What you should do
In the entries below, every line that contains "location" must be located and copied.

Material to process
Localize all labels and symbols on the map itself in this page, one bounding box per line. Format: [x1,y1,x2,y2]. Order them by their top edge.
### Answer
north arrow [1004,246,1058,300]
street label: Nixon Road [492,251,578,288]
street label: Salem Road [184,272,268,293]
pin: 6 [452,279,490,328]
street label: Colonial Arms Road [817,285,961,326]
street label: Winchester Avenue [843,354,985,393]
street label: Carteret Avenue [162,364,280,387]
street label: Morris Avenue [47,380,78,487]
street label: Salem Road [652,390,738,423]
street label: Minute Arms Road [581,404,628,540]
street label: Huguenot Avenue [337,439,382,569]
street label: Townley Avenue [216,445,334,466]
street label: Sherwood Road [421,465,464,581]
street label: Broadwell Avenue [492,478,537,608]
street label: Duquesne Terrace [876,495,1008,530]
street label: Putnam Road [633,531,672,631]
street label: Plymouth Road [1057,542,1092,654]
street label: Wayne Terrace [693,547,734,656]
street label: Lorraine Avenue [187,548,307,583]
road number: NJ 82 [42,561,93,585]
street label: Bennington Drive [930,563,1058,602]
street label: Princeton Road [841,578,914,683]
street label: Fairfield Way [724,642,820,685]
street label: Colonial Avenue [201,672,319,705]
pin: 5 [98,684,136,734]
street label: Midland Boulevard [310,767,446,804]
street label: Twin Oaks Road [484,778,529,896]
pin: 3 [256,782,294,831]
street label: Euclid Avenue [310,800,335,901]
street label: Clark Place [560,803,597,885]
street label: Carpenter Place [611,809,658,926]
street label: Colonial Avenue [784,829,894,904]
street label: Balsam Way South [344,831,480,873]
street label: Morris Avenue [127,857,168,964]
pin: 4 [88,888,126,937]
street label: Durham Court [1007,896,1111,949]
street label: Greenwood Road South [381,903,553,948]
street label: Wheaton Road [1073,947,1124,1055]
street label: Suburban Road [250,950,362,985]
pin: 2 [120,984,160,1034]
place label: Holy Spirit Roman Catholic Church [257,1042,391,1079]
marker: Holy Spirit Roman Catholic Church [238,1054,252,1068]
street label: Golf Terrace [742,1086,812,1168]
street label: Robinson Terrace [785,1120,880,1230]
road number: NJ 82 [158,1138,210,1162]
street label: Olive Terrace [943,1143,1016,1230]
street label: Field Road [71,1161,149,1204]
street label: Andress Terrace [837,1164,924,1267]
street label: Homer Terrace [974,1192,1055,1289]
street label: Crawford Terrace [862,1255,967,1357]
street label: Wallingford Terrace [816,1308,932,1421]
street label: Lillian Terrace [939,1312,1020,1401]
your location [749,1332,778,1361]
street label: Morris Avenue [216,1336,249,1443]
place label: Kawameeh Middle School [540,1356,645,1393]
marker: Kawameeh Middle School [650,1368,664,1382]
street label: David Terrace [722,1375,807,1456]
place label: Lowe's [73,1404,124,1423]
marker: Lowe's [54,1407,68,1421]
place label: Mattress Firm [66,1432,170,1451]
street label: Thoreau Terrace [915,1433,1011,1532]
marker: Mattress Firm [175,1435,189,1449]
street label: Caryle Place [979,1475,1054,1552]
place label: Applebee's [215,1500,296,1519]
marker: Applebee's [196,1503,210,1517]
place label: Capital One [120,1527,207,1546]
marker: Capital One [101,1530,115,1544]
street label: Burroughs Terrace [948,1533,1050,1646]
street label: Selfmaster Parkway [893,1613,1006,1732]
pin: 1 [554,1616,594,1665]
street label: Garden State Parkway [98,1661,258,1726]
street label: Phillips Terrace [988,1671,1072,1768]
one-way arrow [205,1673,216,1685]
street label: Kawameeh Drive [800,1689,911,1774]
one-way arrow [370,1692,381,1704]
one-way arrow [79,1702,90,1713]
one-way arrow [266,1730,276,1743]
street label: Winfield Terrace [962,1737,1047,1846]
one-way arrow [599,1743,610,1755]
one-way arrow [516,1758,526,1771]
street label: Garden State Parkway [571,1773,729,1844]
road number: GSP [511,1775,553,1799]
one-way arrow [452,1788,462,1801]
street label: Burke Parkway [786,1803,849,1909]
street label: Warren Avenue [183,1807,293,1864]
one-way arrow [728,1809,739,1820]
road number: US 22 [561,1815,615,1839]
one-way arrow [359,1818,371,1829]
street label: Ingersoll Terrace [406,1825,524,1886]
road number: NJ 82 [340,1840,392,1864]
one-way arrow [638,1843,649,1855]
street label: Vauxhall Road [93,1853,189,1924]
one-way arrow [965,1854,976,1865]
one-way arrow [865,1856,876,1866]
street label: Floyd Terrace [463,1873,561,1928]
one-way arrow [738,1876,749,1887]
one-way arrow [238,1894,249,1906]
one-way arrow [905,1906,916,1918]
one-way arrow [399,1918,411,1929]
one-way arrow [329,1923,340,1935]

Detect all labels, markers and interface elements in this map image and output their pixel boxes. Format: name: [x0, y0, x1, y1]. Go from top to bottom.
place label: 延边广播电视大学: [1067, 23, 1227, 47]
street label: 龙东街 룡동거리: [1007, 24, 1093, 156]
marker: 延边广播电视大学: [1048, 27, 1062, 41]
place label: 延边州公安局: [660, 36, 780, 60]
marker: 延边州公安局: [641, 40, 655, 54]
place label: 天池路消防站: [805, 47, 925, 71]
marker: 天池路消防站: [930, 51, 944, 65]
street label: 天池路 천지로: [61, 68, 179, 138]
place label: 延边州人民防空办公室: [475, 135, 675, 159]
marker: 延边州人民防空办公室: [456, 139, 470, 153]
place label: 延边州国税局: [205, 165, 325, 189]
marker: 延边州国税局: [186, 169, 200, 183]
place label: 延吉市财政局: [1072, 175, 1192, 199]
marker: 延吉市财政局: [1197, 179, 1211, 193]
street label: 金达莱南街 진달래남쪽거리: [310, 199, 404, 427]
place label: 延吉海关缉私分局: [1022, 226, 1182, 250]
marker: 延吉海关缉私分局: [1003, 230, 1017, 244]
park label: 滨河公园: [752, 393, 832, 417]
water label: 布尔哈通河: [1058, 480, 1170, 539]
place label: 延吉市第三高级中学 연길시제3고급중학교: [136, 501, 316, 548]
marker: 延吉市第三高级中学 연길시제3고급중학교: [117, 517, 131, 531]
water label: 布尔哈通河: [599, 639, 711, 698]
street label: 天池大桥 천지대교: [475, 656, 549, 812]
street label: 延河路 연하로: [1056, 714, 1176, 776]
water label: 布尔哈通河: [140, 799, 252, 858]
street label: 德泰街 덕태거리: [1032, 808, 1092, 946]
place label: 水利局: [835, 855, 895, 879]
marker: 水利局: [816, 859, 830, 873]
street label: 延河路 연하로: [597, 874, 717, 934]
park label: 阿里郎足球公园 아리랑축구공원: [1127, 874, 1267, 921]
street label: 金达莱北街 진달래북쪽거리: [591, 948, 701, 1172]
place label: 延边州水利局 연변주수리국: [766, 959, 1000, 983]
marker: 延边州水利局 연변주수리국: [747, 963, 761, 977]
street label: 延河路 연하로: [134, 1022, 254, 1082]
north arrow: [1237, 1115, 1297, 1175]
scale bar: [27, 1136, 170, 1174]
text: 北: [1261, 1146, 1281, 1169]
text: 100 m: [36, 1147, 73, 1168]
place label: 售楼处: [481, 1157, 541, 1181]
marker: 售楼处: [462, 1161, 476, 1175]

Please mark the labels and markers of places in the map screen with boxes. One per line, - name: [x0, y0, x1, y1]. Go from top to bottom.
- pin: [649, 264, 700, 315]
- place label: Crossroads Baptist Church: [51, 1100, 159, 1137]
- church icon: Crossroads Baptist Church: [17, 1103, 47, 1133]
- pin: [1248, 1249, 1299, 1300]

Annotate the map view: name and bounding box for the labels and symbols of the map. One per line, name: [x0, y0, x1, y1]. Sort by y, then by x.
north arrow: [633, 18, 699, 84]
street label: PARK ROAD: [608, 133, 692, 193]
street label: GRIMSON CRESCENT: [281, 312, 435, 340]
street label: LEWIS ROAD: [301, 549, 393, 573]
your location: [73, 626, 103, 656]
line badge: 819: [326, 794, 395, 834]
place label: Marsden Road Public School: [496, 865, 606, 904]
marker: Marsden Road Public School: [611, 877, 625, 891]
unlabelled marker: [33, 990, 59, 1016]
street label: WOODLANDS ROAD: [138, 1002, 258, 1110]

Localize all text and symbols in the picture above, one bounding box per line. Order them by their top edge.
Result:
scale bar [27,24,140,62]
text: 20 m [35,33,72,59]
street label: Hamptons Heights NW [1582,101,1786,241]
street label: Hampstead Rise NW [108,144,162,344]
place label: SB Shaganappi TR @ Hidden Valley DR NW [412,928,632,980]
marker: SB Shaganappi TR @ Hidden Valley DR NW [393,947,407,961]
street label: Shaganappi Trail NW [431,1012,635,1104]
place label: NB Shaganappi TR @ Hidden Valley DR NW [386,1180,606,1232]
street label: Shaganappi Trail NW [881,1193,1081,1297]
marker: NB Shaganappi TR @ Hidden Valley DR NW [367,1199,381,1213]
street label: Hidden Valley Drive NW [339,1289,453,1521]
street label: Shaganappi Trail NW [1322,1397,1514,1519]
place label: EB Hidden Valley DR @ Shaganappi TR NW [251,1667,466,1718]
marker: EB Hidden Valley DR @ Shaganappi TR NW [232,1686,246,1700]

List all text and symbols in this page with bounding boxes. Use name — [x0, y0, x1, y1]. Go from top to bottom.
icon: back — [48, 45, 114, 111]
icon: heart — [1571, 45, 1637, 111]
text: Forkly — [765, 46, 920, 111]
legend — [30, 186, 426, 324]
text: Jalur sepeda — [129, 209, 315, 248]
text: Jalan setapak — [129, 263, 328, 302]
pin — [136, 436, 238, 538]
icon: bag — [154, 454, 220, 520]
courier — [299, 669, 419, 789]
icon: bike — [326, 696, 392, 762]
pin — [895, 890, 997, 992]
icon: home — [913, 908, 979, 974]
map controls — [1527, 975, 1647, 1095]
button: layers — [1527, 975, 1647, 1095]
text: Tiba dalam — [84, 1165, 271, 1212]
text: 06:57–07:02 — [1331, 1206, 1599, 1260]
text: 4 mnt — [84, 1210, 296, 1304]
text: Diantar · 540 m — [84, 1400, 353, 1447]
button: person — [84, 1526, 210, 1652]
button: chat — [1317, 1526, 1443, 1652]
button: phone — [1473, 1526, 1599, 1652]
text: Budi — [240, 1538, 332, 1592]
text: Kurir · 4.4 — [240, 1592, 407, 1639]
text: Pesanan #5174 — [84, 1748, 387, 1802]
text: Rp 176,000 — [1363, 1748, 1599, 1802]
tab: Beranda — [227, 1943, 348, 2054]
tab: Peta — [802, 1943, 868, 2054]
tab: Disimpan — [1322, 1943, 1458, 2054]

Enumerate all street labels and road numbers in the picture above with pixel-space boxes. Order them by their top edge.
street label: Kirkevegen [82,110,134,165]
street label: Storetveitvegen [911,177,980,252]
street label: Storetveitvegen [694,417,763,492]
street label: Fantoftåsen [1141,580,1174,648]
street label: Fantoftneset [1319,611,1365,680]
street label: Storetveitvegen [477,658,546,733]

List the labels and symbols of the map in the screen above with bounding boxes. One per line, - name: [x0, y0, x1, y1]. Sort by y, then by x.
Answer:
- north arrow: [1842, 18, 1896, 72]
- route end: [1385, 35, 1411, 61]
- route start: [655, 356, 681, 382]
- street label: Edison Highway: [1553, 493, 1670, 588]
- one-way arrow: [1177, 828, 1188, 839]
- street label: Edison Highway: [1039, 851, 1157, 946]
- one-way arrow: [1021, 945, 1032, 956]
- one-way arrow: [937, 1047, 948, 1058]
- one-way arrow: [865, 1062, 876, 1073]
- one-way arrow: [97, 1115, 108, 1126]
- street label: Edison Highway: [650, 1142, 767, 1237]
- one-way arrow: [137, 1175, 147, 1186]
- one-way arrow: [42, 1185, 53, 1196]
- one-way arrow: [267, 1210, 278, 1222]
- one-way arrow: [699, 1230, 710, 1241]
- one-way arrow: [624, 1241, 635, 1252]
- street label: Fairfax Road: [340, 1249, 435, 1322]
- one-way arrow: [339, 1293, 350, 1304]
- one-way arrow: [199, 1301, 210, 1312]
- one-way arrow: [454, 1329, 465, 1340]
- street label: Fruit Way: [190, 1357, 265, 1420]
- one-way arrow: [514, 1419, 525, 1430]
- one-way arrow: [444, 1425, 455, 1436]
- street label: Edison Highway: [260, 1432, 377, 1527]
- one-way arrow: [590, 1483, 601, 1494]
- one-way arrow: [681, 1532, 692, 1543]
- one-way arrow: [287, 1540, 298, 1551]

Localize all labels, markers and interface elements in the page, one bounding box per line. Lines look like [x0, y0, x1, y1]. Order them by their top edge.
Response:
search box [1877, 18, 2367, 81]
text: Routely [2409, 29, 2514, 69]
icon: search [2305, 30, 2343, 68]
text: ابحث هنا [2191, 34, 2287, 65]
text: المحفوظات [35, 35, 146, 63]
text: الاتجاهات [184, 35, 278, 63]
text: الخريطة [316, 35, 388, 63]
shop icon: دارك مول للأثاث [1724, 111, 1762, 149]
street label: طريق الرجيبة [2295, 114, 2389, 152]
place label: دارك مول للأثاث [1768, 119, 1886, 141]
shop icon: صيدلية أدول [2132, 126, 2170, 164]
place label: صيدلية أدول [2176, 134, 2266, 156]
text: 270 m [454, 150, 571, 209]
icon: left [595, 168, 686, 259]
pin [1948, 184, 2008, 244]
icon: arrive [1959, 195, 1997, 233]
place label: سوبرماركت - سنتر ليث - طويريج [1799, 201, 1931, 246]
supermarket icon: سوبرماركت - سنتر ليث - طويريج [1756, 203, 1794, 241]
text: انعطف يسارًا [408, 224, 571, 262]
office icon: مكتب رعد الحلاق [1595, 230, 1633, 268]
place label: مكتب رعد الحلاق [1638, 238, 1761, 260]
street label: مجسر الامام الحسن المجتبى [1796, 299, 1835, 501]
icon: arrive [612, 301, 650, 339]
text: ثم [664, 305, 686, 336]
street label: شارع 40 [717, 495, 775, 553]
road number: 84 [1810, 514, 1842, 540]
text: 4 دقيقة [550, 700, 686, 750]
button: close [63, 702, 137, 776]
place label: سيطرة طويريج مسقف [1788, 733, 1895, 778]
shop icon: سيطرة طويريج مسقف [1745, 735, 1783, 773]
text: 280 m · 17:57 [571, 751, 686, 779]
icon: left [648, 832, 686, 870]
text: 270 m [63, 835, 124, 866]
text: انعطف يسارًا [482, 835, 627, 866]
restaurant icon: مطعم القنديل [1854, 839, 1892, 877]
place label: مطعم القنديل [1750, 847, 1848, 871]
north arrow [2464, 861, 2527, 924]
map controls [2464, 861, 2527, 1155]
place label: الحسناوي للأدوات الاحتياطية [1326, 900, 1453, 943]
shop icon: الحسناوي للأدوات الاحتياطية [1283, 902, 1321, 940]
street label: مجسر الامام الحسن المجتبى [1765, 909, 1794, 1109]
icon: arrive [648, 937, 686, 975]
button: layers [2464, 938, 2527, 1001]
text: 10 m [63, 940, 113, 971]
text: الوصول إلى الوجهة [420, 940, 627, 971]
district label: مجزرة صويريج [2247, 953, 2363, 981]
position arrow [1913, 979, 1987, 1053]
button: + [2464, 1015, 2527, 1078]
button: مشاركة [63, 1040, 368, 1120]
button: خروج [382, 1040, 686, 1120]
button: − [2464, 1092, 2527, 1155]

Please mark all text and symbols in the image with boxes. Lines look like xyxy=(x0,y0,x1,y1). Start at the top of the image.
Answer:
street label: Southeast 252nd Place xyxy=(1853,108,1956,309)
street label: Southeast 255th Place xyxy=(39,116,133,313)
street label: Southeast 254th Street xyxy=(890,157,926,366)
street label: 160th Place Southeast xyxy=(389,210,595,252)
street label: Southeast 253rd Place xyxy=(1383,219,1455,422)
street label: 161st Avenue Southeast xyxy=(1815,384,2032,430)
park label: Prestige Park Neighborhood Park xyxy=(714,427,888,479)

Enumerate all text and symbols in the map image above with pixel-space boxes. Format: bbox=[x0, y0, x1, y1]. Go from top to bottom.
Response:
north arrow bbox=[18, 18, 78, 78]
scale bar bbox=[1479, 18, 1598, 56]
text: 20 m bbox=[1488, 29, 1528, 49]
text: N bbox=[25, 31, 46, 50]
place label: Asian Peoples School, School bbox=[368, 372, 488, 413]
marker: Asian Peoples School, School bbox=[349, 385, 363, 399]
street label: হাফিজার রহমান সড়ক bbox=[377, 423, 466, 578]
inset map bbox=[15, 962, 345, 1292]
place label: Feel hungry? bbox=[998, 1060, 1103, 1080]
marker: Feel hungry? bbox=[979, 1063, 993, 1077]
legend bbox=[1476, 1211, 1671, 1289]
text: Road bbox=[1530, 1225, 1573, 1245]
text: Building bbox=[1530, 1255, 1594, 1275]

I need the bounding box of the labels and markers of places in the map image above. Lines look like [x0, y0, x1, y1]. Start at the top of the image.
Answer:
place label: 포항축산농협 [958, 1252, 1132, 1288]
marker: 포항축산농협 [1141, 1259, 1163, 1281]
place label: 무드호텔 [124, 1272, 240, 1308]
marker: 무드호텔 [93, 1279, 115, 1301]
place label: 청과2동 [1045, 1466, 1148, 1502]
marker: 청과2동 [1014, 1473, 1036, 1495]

Solution to this problem
your location [749,1332,778,1361]
your location: [73, 626, 103, 656]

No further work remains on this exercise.